* [What needs to be done]
Lines with the word "lane" in them must be copied from the records below.

Stored items
──────────────────────────────

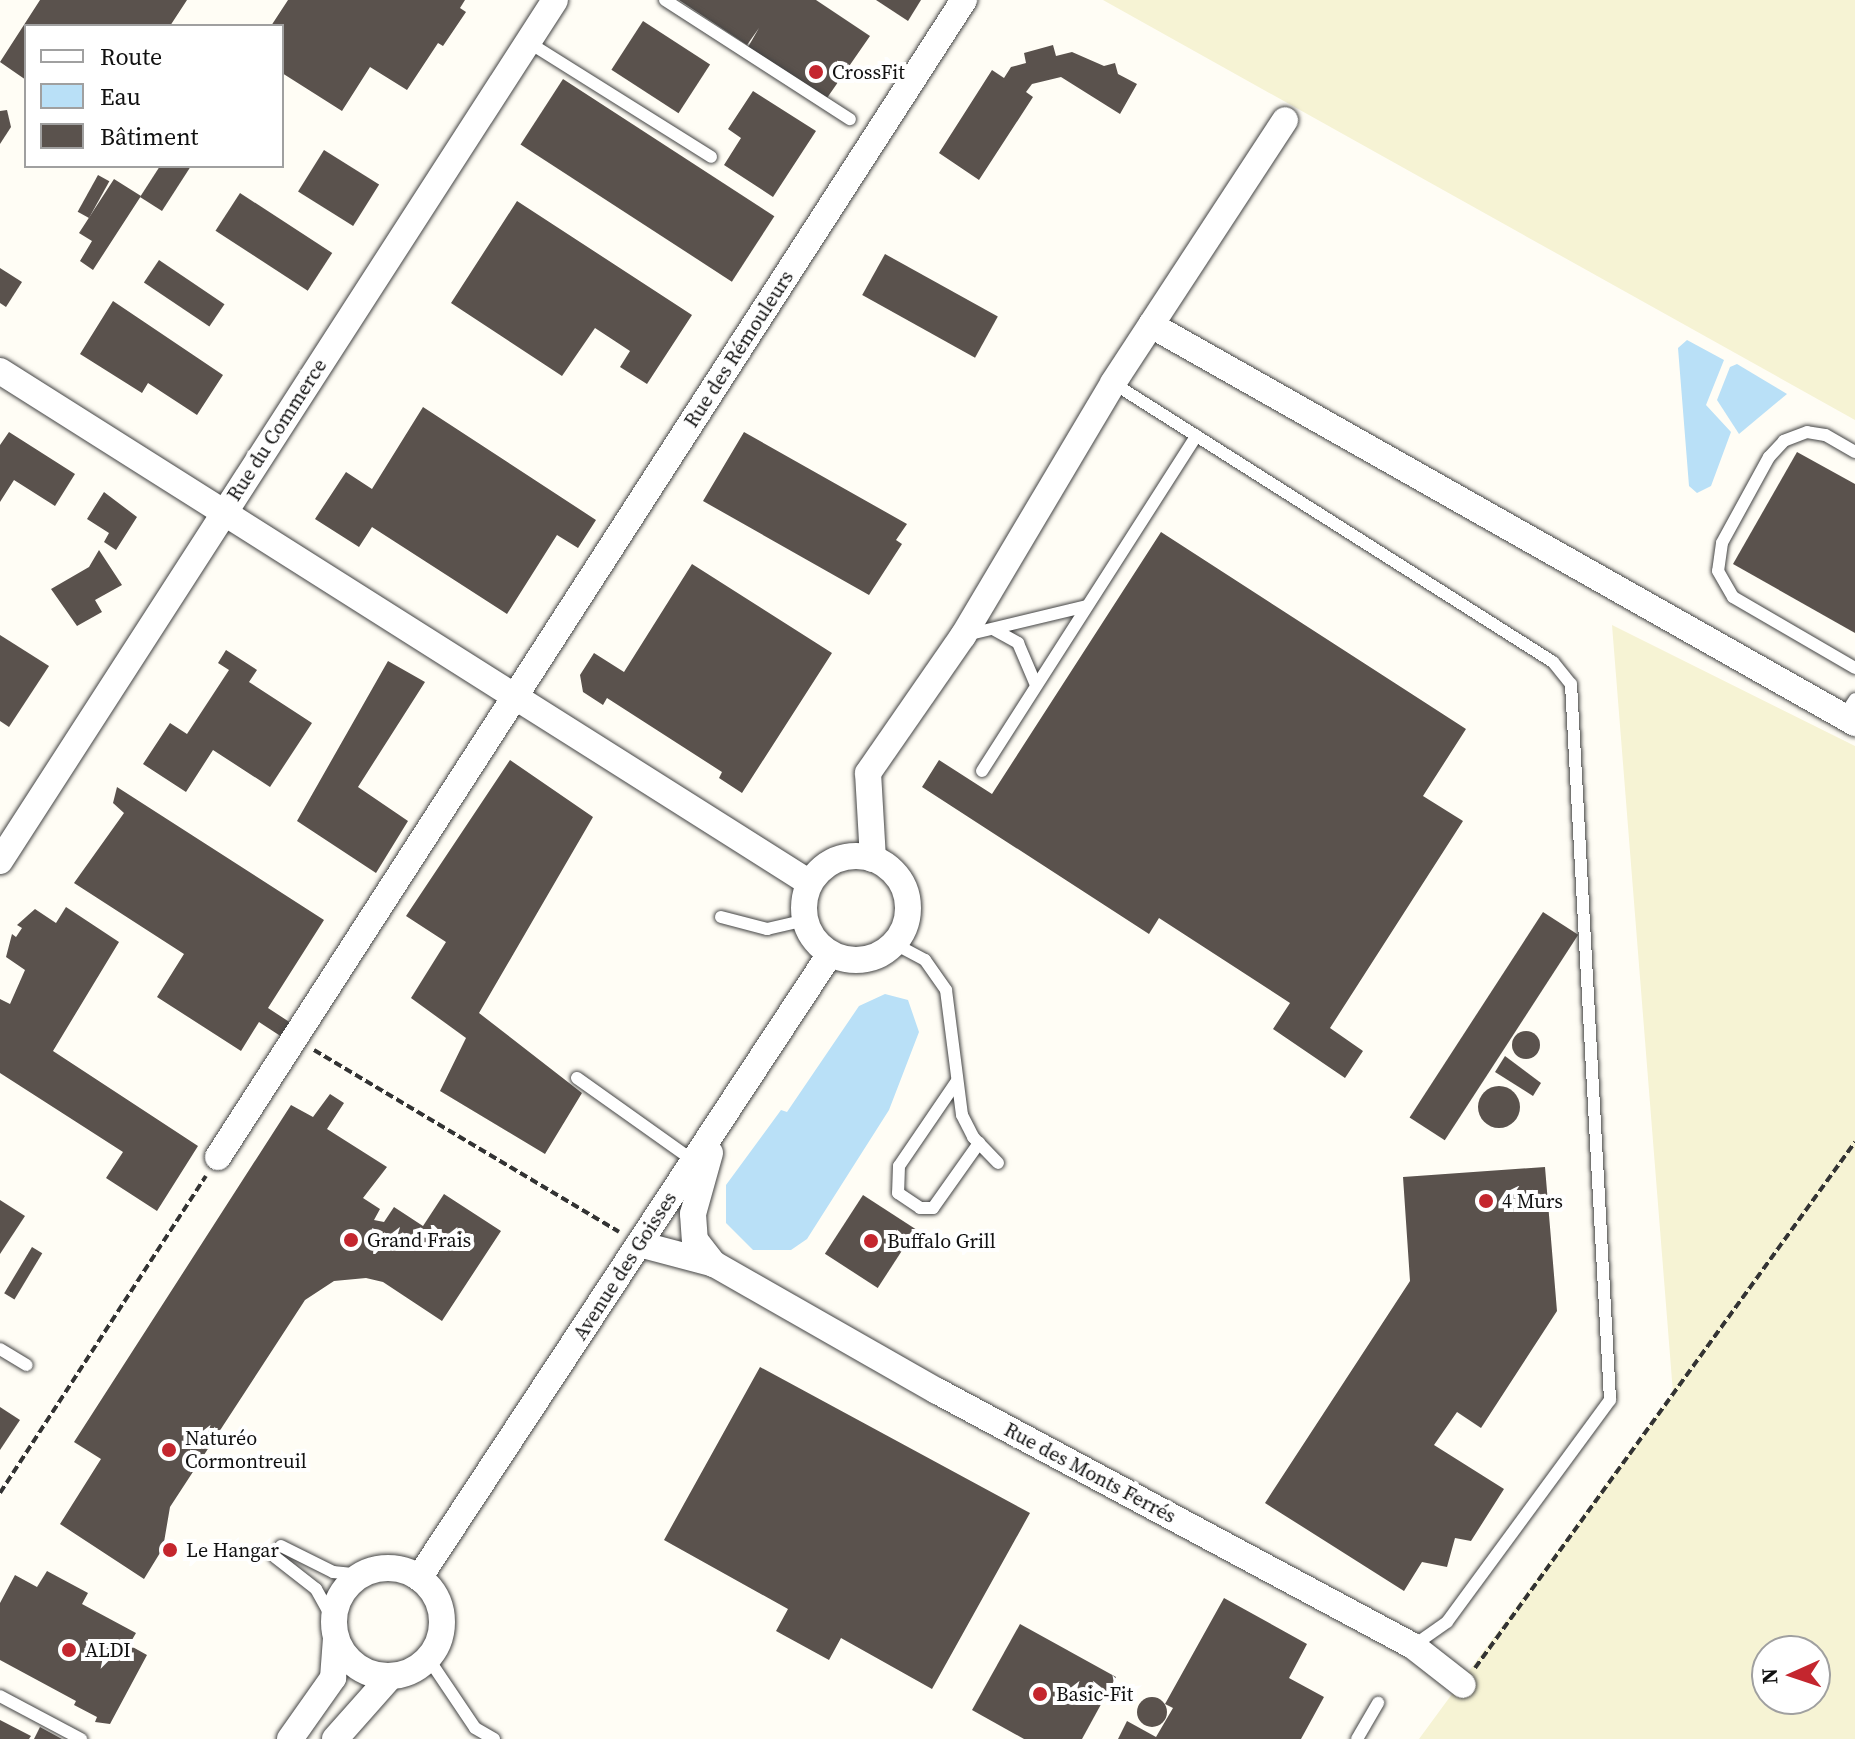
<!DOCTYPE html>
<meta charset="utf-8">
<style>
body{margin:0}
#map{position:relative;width:1855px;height:1739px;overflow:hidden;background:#fffdf5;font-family:"Source Serif 4",serif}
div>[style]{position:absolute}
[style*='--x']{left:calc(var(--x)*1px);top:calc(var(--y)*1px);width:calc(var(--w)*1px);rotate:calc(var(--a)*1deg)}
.farmland>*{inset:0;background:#f6f3d4}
.water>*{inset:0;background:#b9e0f7}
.building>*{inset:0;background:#5a524d;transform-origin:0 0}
.round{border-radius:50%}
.path>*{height:4px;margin-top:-2px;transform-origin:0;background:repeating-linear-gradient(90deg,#333 0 8px,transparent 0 12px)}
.roads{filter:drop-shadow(0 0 2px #444) drop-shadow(0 0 2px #444)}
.lane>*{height:12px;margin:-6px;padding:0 6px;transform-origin:6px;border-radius:6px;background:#fff}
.street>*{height:26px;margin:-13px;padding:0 13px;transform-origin:13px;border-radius:13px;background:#fff}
.street>.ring{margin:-13px;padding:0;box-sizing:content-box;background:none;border:26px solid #fff;border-radius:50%}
.dots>*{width:22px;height:22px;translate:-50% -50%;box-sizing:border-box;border:4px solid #fff;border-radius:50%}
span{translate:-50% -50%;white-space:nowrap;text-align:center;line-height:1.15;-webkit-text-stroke:8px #fff;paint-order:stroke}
.poi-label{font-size:20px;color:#111}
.left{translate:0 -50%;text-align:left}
.street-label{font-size:20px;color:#111}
.legend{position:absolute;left:24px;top:24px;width:260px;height:144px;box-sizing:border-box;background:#fff;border:2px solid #a0a0a0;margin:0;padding:10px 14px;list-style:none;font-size:24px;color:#111}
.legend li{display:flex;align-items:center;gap:16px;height:40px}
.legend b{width:40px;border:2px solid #a0a0a0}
.north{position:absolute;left:1751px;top:1635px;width:80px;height:80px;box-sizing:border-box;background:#fff;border:2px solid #a0a0a0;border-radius:50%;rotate:267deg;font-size:22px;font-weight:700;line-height:32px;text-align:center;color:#111}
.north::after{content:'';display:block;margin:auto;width:28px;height:36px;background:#c4262e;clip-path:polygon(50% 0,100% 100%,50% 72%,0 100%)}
</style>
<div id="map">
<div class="farmland">
<i style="clip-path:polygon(1103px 0,1855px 0,1855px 420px)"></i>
<i style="clip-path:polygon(evenodd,1612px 625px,1855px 746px,1855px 1739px,1419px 1739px,1673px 1393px,1612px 625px,1767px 1651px,1815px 1651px,1815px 1699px,1767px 1699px,1767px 1651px)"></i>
</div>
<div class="water">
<i style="clip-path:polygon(1687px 340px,1724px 360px,1706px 405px,1731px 432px,1711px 486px,1697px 493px,1689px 486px,1678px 348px)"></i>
<i style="clip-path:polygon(1737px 364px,1787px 394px,1739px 434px,1717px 400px,1730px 367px)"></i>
<i style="clip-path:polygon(885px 994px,908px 1000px,919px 1032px,889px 1110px,807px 1239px,791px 1250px,753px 1250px,726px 1223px,726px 1185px,781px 1110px,787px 1112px,859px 1006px)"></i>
</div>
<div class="building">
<i style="clip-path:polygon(40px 0,187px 0,170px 26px,26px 26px,26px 80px,0 62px)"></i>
<i style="clip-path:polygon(288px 0,465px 0,460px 8px,466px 12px,443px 46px,438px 43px,407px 90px,370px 67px,342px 111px,282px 73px,282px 26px,271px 26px)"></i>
<i style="clip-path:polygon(679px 0,816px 0,870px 36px,827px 98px,748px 47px,759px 28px,747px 45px)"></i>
<i style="clip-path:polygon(876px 0,921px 0,908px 21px)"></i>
<i style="left:643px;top:21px;width:80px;height:58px;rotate:33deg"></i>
<i style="clip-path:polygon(1053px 45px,1056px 56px,1072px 52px,1104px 66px,1115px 63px,1118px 74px,1137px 84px,1120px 114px,1061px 77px,1032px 84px,1026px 92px,1033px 97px,979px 180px,939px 153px,992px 70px,1004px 78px,1011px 67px,1026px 63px,1024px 53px)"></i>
<i style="left:563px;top:79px;width:252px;height:78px;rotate:33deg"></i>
<i style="clip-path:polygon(753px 91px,816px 131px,773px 197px,724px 165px,741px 138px,728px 129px)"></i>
<i style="clip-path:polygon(7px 110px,11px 127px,0 144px,0 111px)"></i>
<i style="left:324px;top:150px;width:65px;height:49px;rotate:32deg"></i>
<i style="clip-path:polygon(160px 166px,191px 166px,162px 211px,140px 197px)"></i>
<i style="left:98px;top:175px;width:13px;height:42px;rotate:29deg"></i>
<i style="clip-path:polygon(114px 179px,141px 196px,93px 270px,80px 261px,92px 241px,79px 233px)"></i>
<i style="left:240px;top:193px;width:110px;height:45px;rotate:33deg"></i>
<i style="clip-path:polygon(517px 201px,692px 315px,647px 384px,620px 367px,630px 351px,595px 328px,562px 376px,451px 303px)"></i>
<i style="left:885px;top:254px;width:129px;height:47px;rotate:29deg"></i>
<i style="left:159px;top:260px;width:79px;height:27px;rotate:34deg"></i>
<i style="clip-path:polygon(0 268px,22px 282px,6px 307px,0 303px)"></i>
<i style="clip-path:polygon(113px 301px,223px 375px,197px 415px,148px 383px,142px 393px,80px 354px)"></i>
<i style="clip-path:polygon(423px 407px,596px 520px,578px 548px,557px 535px,507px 614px,372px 527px,359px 547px,315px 519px,346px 472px,372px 489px)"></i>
<i style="clip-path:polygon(9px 432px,75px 474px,55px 506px,14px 480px,0 502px,0 445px)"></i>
<i style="clip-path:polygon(744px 432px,907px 524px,896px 540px,902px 544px,869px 595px,703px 501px)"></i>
<i style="clip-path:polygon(1797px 452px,1855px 484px,1855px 633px,1733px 564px)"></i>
<i style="clip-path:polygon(104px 492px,137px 517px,116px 550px,104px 542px,109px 533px,87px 519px)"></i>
<i style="clip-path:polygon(1161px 532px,1466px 729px,1423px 796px,1463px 821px,1330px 1028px,1363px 1051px,1345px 1078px,1273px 1029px,1290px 1003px,1159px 918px,1149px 934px,922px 787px,939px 760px,992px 794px)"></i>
<i style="clip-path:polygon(99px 550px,122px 585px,95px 600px,102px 612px,77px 626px,51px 589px,89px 567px)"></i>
<i style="clip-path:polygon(692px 564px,832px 653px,742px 793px,719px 778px,722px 772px,607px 698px,603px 705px,583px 692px,580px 675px,594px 653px,624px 672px)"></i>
<i style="clip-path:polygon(0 635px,49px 666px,9px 727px,0 721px)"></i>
<i style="clip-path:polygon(226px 650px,257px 670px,249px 682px,312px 723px,270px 787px,213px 750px,186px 792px,143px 764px,170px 723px,187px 734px,229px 670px,218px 663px)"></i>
<i style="clip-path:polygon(388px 661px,425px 682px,358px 787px,408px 821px,376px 873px,297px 821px)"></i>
<i style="clip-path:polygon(510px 760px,593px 817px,479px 1013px,582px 1093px,545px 1154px,440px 1091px,466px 1038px,411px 998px,446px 942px,406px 916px)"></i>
<i style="clip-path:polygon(117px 787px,324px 920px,268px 1008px,294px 1025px,285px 1039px,259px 1022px,241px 1051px,157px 997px,184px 954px,74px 883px,124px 813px,113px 803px)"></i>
<i style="clip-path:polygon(66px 907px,119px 942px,53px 1051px,198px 1146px,157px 1211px,106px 1178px,123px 1152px,0 1073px,0 999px,10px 1004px,25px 970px,6px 957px,12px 934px,16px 937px,22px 928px,17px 925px,35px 909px,56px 923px)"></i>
<i style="left:1543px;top:912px;width:42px;height:245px;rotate:33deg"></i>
<i class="round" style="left:1512px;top:1031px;width:28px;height:28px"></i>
<i style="clip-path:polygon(1505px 1056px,1541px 1083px,1533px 1096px,1495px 1072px)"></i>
<i class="round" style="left:1478px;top:1086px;width:42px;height:42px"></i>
<i style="clip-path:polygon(330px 1094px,344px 1103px,327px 1129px,387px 1167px,363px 1198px,380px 1209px,374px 1220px,384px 1222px,394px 1207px,423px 1226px,444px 1194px,501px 1231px,442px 1321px,383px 1282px,366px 1278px,334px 1281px,305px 1300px,170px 1507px,163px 1548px,144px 1579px,60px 1524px,101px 1459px,74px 1442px,291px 1105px,313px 1117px)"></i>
<i style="clip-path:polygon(1545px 1167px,1557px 1311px,1481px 1428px,1457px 1412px,1434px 1445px,1504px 1489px,1471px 1541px,1455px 1538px,1447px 1567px,1422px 1562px,1404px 1591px,1265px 1503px,1410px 1281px,1403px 1177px)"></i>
<i style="left:863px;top:1195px;width:63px;height:70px;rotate:33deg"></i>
<i style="clip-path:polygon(0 1200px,25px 1216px,0 1254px)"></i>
<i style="left:32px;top:1247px;width:12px;height:54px;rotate:31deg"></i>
<i style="clip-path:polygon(760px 1367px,1030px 1513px,932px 1689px,841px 1638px,829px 1660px,776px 1631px,788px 1609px,664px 1540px)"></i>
<i style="clip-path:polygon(0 1407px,20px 1420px,0 1450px)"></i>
<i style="clip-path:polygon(47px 1571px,88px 1593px,82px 1604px,136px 1633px,129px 1645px,147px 1655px,110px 1724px,95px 1722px,97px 1717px,74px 1705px,76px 1701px,0 1660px,0 1603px,15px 1575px,37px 1587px)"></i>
<i style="clip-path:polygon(1224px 1598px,1307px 1644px,1289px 1678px,1324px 1697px,1301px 1739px,1118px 1739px,1127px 1721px,1156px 1737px,1173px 1708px,1165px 1704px)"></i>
<i style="clip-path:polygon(1020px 1624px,1116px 1677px,1082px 1739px,1024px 1739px,972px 1710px)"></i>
<i class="round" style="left:1137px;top:1697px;width:30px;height:30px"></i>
<i style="clip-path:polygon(0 1720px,31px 1736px,29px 1739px,0 1739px)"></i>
<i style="clip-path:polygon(40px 1727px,62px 1739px,34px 1739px)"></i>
</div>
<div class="path">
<i style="--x:314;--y:1050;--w:355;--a:30.8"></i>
<i style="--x:0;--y:1493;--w:378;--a:-57"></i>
<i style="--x:1475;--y:1668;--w:649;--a:-54.15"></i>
</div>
<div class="roads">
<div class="lane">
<i style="--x:665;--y:0;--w:220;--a:32.8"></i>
<i style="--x:528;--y:42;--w:216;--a:32.1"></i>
<i style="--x:1113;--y:383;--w:521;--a:32.38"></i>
<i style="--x:1553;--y:662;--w:28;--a:51"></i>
<i style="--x:1571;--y:684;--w:717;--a:86.88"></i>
<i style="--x:1610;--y:1400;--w:275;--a:126.3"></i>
<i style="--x:1447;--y:1622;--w:42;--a:144.8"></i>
<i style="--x:1855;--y:452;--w:34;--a:-150"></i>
<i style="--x:1825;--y:435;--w:18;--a:-171"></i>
<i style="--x:1807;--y:432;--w:25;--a:159"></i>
<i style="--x:1784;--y:441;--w:22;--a:133"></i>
<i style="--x:1769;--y:457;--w:98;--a:118.7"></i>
<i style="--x:1722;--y:543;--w:28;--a:98"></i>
<i style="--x:1718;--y:571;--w:30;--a:60"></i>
<i style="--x:1733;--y:597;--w:141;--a:30.2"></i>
<i style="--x:993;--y:629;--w:29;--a:29"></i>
<i style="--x:1018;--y:643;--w:46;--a:66.8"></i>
<i style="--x:966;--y:635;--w:124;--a:-13.5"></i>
<i style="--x:1844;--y:716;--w:20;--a:-57"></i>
<i style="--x:982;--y:771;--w:398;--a:-57.4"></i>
<i style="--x:721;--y:917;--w:48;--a:14.6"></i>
<i style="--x:767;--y:929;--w:40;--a:-13"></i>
<i style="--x:895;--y:944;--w:34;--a:28"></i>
<i style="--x:925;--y:960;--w:37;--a:55"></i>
<i style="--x:946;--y:990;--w:126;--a:82.7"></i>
<i style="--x:962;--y:1115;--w:25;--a:63"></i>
<i style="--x:973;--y:1137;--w:36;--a:46"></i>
<i style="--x:577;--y:1078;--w:143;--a:35.4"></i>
<i style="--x:957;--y:1081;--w:103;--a:124.3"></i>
<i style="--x:899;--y:1166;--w:27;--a:92"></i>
<i style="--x:898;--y:1193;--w:27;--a:34"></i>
<i style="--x:920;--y:1208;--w:13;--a:0"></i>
<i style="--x:933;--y:1208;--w:80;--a:-54.7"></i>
<i style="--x:0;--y:1349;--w:31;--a:31"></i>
<i style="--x:281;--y:1546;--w:58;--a:26.6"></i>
<i style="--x:333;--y:1572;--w:29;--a:6"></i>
<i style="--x:275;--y:1557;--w:52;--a:38"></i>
<i style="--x:316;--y:1589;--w:38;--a:61"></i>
<i style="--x:428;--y:1658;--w:84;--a:56.1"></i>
<i style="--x:475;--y:1728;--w:22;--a:30"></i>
<i style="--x:0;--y:1696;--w:92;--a:28"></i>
<i style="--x:1357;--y:1739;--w:42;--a:-59.7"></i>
</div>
<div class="street">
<i style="--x:1151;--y:325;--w:809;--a:29.48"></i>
<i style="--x:0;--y:371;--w:958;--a:32.3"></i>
<i class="ring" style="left:804px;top:856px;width:78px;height:78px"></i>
<i style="--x:873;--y:859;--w:86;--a:-93.3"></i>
<i style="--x:868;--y:773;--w:167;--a:-55.3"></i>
<i style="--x:963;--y:636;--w:294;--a:-59.3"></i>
<i style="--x:1113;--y:383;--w:314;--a:-56.8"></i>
<i style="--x:0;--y:861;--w:1024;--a:-57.19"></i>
<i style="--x:710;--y:1153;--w:63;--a:105.6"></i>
<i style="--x:693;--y:1214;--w:26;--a:86"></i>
<i style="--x:695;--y:1240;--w:31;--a:52"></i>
<i style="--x:218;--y:1157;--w:1377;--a:-57.19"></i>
<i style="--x:639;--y:1244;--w:78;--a:14.9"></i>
<i style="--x:714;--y:1264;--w:257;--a:29.7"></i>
<i style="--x:937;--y:1391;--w:540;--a:28.18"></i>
<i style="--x:1413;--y:1646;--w:63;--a:38"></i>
<i class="ring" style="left:334px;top:1568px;width:82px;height:82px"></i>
<i style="--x:419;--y:1578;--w:747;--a:-56.63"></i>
<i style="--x:290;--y:1739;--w:75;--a:-54.8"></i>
<i style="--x:333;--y:1678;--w:40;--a:-85.7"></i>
<i style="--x:335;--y:1739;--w:84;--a:-48.4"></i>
</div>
</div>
<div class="dots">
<i style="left:816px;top:72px;background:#c4262e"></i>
<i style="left:1486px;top:1201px;background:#c4262e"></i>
<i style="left:351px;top:1240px;background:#c4262e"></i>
<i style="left:871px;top:1241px;background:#c4262e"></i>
<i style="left:169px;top:1450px;background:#c4262e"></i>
<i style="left:170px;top:1550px;background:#c4262e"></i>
<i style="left:69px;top:1650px;background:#c4262e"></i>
<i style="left:1040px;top:1694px;background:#c4262e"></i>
</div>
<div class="poi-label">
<span class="left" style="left:832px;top:72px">CrossFit</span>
<span class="left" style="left:1502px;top:1201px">4 Murs</span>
<span class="left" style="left:367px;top:1240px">Grand Frais</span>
<span class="left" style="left:887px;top:1241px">Buffalo Grill</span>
<span class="left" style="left:185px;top:1450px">Naturéo<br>Cormontreuil</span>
<span class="left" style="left:186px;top:1550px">Le Hangar</span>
<span class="left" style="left:85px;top:1650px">ALDI</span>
<span class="left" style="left:1056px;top:1694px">Basic-Fit</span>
</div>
<div class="street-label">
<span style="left:739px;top:349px;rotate:-57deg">Rue des Rémouleurs</span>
<span style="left:277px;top:430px;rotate:-57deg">Rue du Commerce</span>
<span style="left:625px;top:1266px;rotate:-57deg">Avenue des Goisses</span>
<span style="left:1090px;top:1473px;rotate:28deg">Rue des Monts Ferrés</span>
</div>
<ul class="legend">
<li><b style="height:10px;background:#fff"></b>Route</li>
<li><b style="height:22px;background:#b9e0f7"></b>Eau</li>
<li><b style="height:22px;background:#5a524d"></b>Bâtiment</li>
</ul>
<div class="north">N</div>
</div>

──────────────────────────────

* [Output for this task]
.lane>*{height:12px;margin:-6px;padding:0 6px;transform-origin:6px;border-radius:6px;background:#fff}
<div class="lane">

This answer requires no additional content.